El doctor Holmes estaba sentado en su gran mecedora tapizada de cuero, haciendo tiempo para acudir a su cita en casa de Longfellow. Una persiana parcialmente abierta dejaba entrar una pálida y religiosa luz sobre la mesa. Wendell Junior subía corriendo al segundo piso.
– Wendy, muchacho -le llamó Holmes-. ¿Adónde vas?
Junior volvió a bajar lentamente la escalera.
– ¿Cómo estás, padre? No te había visto.
– ¿Puedes sentarte un minuto o dos?
Junior se acomodó en el borde de una mecedora verde.
El doctor Holmes preguntó sobre la facultad de Derecho. Junior respondió con indiferencia, esperando la acostumbrada invectiva contra los estudios de leyes, pero tal cosa no sucedió.
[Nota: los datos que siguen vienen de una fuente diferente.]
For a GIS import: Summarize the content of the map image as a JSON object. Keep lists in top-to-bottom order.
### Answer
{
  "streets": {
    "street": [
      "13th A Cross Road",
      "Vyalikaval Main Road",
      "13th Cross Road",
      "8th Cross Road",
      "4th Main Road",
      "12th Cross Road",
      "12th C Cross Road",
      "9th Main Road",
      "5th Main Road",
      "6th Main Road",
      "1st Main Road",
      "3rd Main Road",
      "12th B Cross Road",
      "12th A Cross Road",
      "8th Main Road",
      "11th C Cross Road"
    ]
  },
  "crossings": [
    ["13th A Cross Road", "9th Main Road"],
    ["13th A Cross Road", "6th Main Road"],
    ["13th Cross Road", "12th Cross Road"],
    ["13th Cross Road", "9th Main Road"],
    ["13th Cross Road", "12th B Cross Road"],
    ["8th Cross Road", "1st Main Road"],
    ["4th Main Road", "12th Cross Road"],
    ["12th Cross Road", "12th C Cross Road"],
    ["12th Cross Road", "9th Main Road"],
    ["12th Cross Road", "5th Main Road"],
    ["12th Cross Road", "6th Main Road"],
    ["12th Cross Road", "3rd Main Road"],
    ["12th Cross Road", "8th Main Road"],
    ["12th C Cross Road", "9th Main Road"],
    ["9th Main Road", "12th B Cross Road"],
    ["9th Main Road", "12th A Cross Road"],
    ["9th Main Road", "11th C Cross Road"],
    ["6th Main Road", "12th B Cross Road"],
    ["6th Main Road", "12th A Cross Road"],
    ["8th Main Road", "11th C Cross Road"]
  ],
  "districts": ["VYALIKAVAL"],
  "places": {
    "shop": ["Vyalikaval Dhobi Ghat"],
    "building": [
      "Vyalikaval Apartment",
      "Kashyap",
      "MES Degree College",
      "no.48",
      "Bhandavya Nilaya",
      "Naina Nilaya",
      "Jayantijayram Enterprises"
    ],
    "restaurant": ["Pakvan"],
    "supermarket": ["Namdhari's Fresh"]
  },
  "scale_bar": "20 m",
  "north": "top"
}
El doctor Holmes admitió que nunca pudo meterse en la piel de la ley, cuando tuvo que escoger una vez terminada la universidad. La segunda edición mejora la primera, suponía.
El tranquilo tictac del reloj ritmaba su silencio en prolongados segundos.
– ¿Nunca has pasado miedo, Wendy? -preguntó el doctor Holmes en medio de aquel silencio-. En la guerra, quiero decir.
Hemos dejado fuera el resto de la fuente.